Prosecutors in Mexico believe their case is much stronger because they won’t have to prove Ye Gon conspired to move the drugs into the United States. Mexican prosecutors are hoping Ye Gon’s conversations with U.S. prosecutors can be used as evidence in Mexico.
Ye Gon’s lawyers accuse Mexican authorities of deliberately putting out false information.
“We believe this is misinformation on the part of the Mexican government in preparation for his possible arrival there,” said Eduardo Balarezo, one of Ye Gon’s attorneys in Washington. “This is why we’re fighting his extradition. We do not believe he can get a fair trial there. We believe Mexico is trying this case in the media.”
Asked whether Ye Gon had made the admission to U.S. authorities, Ye Gon’s lawyer in Mexico, Rogelio de la Garza, said: “I assure you this is a complete lie.”
The accusations revolve around 96 tons of chemicals Ye Gon imported from China in 2005 and 2006. Ye Gon, who owned a pharmaceutical factory west of Mexico City, told the AP that import records prove they were legitimate chemicals intended for use in cold medicines.
Mexican prosecutors say he never made any medicine, instead using his factory to transform the chemicals into pseudoephedrine and selling it to drug gangs for hundreds of millions of dollars for use in the manufacture of methamphetamine.
In court documents, U.S. drug agents call Ye Gon one of the largest pseudoephedrine traffickers in the Western Hemisphere and say he provided the gangs with enough chemicals to make 41 tons of methamphetamine — enough for 185 million typical doses.
A person familiar with the case, who spoke on condition of anonymity because he was not authorized to discuss it, said Ye Gon met over many days in late 2008 and early 2009 in a conference room at the Department of Justice with at least two prosecutors, one Drug Enforcement Administration agent and Ye Gon’s lawyers, including Balarezo. Balarezo denies the conversations took place; two others allegedly present said they could not comment.
The source said Ye Gon provided detailed information about the black market sales, admitting he sold the chemicals for $1,100 to $1,400 per pound ($2,400 to $3,000 per kilogram). Import documents show the chemicals cost Ye Gon less than $22 a pound ($49 a kilogram), meaning his margin in the operations in question would have been more than $200 million.

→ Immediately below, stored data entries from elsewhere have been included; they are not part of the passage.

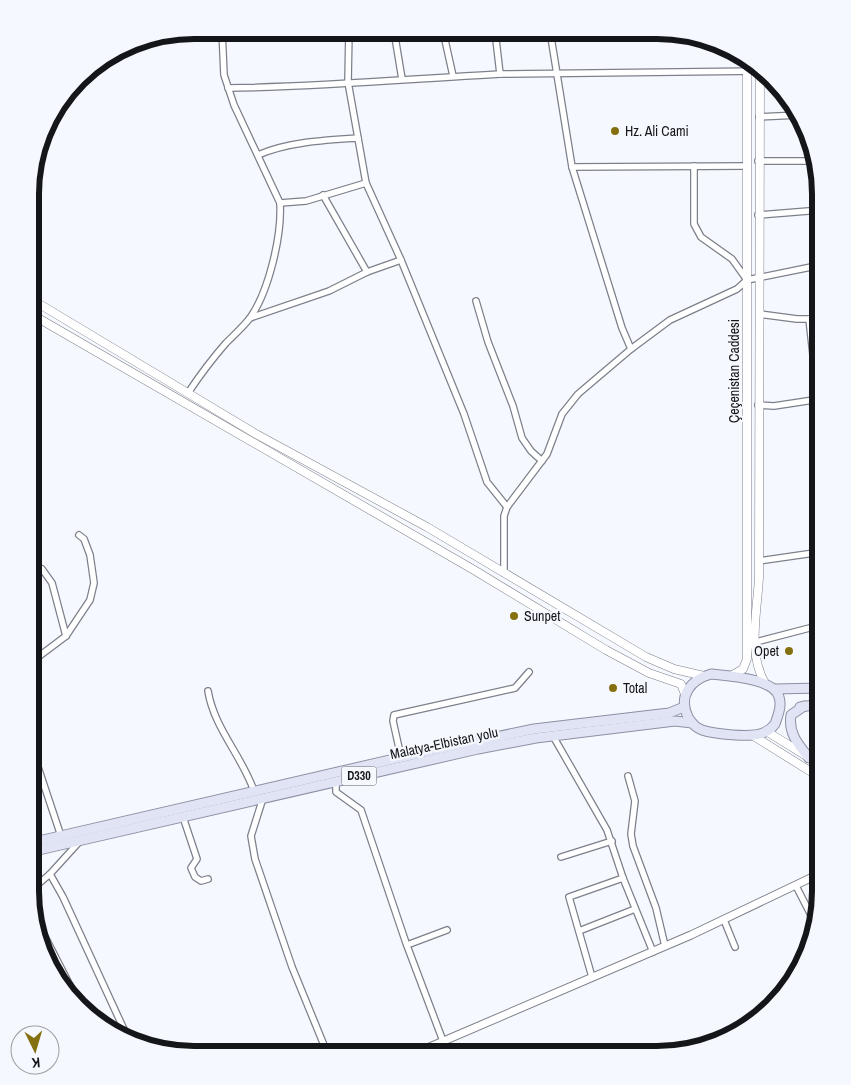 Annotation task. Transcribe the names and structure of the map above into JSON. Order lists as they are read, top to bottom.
{
  "streets": {
    "main road": ["Çeçenistan Caddesi", "Malatya-Elbistan yolu", "D330"]
  },
  "crossings": [
    ["Çeçenistan Caddesi", "Malatya-Elbistan yolu"]
  ],
  "places": [
    "Hz. Ali Cami",
    "Sunpet",
    "Opet",
    "Total"
  ],
  "north": "bottom"
} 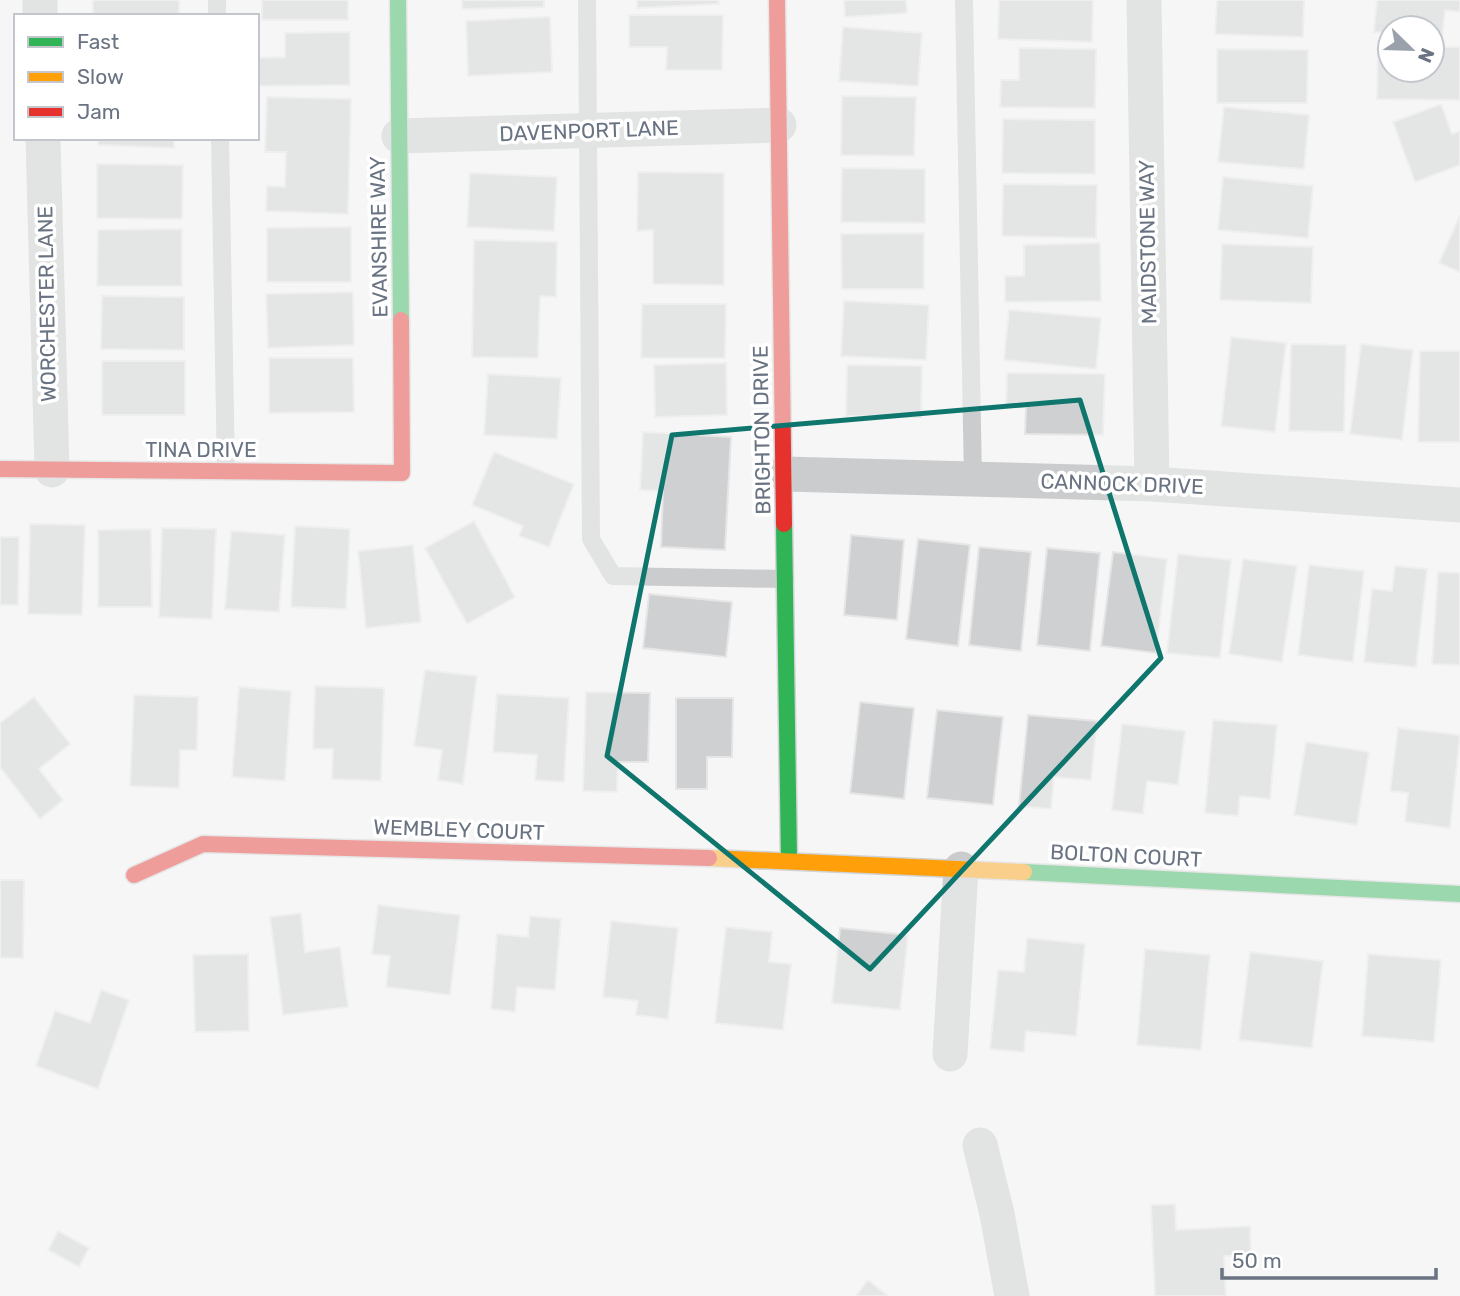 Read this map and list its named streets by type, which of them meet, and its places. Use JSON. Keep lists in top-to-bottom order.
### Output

The source also said Ye Gon provided the names of some of his buyers, though he would not disclose their identities to the AP out of fear they might take revenge on people involved in the case. Mexican officials have linked Ye Gon to the powerful Sinaloa Cartel.

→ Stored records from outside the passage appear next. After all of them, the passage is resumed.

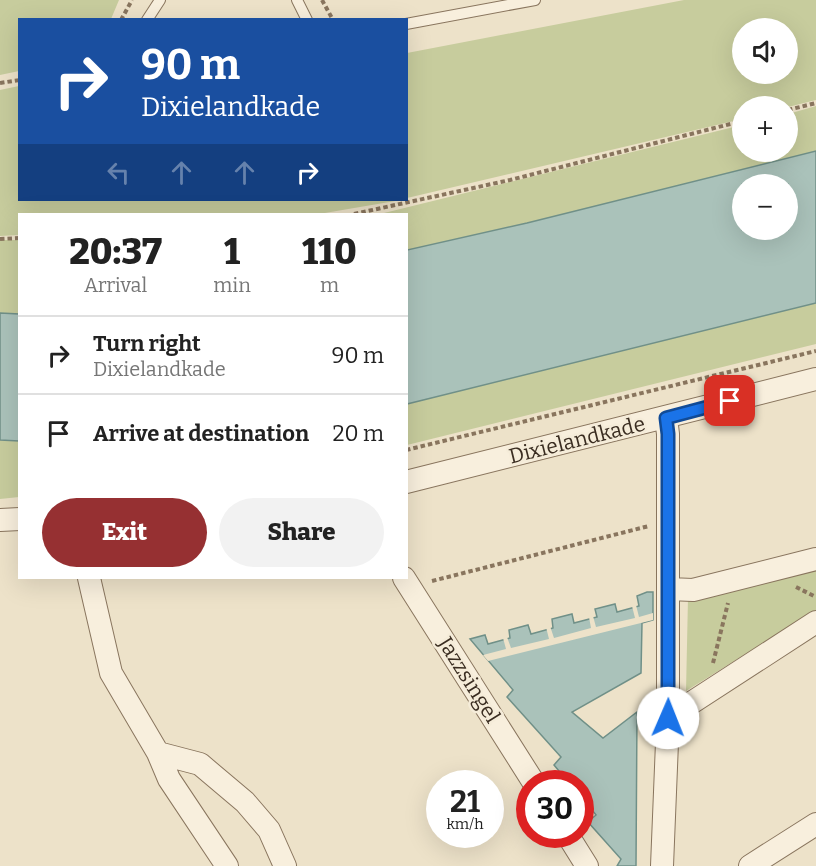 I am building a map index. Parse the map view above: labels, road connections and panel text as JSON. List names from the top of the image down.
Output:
{
  "streets": {
    "street": ["Dixielandkade", "Jazzsingel"]
  },
  "page": {
    "map_buttons": ["+", "−"],
    "turn": ["90 m", "Dixielandkade"],
    "eta": [
      "20:37",
      "Arrival",
      "1",
      "min",
      "110",
      "m"
    ],
    "list": [
      {
        "name": "Turn right",
        "note": "Dixielandkade",
        "value": "90 m"
      },
      {
        "name": "Arrive at destination",
        "value": "20 m"
      }
    ],
    "buttons": ["Exit", "Share"],
    "speed": "21 km/h",
    "limit": "30"
  }
} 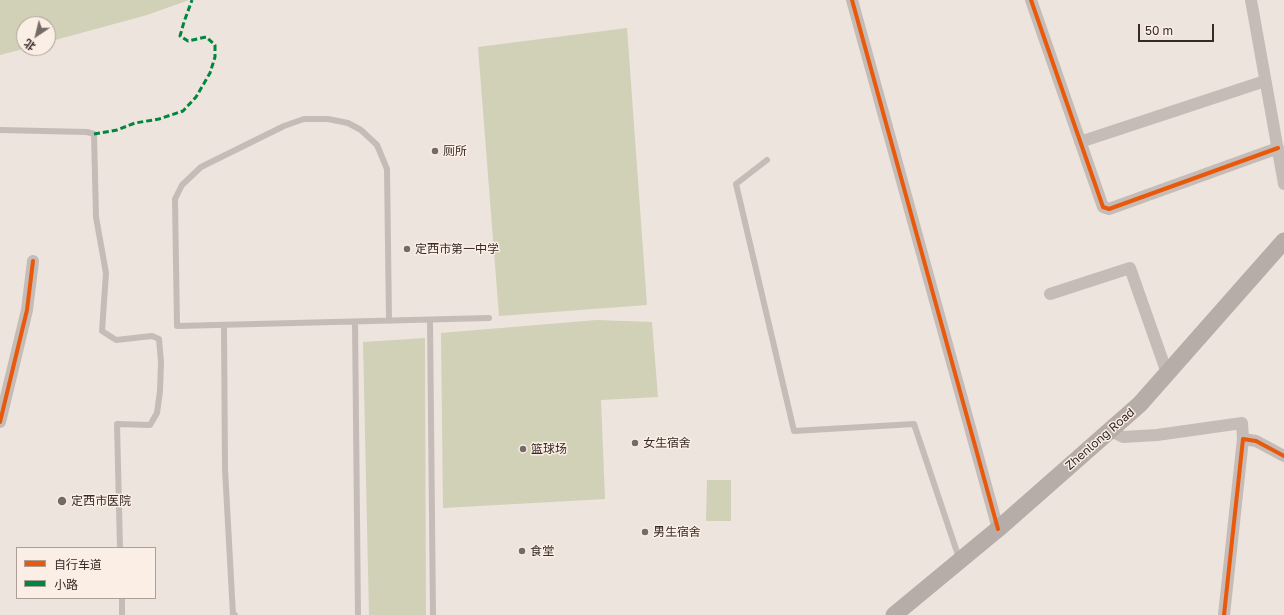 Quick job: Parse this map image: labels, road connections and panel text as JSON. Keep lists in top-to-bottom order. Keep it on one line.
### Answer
{"streets":{"main road":["Zhenlong Road"]},"places":["厕所","定西市第一中学","女生宿舍","篮球场","定西市医院","男生宿舍","食堂"],"legend":["自行车道","小路"],"scale_bar":"50 m","north":"bottom left"}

Velarde stressed that Ye Gon’s admission was made during informal interviews and not in open court. As such, he said, it did not constitute an official confession. Still, he described it as potentially useful if Mexican officials are successful in winning Ye Gon’s extradition.
“If we decide we need that evidence for our case, then we’ll have to make a formal request to the U.S. government that it send us those interviews with the prosecutors,” he said.
Associated Press writers Michael Rubinkam in Allentown, Pa., and Mark Stevenson in Mexico City contributed to this story.